Output the complete listing. Match it exactly.

### SOURCE DATA
===
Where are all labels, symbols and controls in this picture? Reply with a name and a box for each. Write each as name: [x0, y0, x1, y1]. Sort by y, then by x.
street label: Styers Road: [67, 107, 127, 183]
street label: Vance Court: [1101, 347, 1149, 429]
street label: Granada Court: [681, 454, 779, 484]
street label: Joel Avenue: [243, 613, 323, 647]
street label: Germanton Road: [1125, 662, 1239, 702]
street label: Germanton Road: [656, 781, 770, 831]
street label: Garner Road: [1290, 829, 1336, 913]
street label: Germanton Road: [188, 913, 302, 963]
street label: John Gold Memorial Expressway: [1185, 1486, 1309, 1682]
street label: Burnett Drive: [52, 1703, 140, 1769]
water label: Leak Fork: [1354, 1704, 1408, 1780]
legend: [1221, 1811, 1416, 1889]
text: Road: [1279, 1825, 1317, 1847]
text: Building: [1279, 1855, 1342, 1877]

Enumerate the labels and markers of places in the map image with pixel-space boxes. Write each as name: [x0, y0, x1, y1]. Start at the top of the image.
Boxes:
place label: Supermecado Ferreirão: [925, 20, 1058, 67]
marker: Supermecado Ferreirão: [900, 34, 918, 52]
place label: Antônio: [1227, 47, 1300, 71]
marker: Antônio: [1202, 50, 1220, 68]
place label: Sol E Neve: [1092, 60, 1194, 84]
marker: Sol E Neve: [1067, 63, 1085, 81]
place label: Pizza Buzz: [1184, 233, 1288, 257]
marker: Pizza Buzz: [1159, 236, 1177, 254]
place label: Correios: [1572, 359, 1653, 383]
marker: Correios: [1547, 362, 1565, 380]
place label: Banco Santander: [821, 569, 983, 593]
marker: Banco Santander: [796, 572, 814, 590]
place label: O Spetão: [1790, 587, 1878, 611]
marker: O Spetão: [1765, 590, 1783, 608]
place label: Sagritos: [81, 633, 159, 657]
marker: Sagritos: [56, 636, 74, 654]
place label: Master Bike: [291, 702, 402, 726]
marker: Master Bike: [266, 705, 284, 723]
===
### WRITTEN RESPONSE
Where are all labels, symbols and controls in this picture? Reply with a name and a box for each. Write each as name: [x0, y0, x1, y1]. Sort by y, then by x.
street label: Styers Road: [67, 107, 127, 183]
street label: Vance Court: [1101, 347, 1149, 429]
street label: Granada Court: [681, 454, 779, 484]
street label: Joel Avenue: [243, 613, 323, 647]
street label: Germanton Road: [1125, 662, 1239, 702]
street label: Germanton Road: [656, 781, 770, 831]
street label: Garner Road: [1290, 829, 1336, 913]
street label: Germanton Road: [188, 913, 302, 963]
street label: John Gold Memorial Expressway: [1185, 1486, 1309, 1682]
street label: Burnett Drive: [52, 1703, 140, 1769]
water label: Leak Fork: [1354, 1704, 1408, 1780]
legend: [1221, 1811, 1416, 1889]
text: Road: [1279, 1825, 1317, 1847]
text: Building: [1279, 1855, 1342, 1877]

Enumerate the labels and markers of places in the map image with pixel-space boxes. Write each as name: [x0, y0, x1, y1]. Start at the top of the image.
Boxes:
place label: Supermecado Ferreirão: [925, 20, 1058, 67]
marker: Supermecado Ferreirão: [900, 34, 918, 52]
place label: Antônio: [1227, 47, 1300, 71]
marker: Antônio: [1202, 50, 1220, 68]
place label: Sol E Neve: [1092, 60, 1194, 84]
marker: Sol E Neve: [1067, 63, 1085, 81]
place label: Pizza Buzz: [1184, 233, 1288, 257]
marker: Pizza Buzz: [1159, 236, 1177, 254]
place label: Correios: [1572, 359, 1653, 383]
marker: Correios: [1547, 362, 1565, 380]
place label: Banco Santander: [821, 569, 983, 593]
marker: Banco Santander: [796, 572, 814, 590]
place label: O Spetão: [1790, 587, 1878, 611]
marker: O Spetão: [1765, 590, 1783, 608]
place label: Sagritos: [81, 633, 159, 657]
marker: Sagritos: [56, 636, 74, 654]
place label: Master Bike: [291, 702, 402, 726]
marker: Master Bike: [266, 705, 284, 723]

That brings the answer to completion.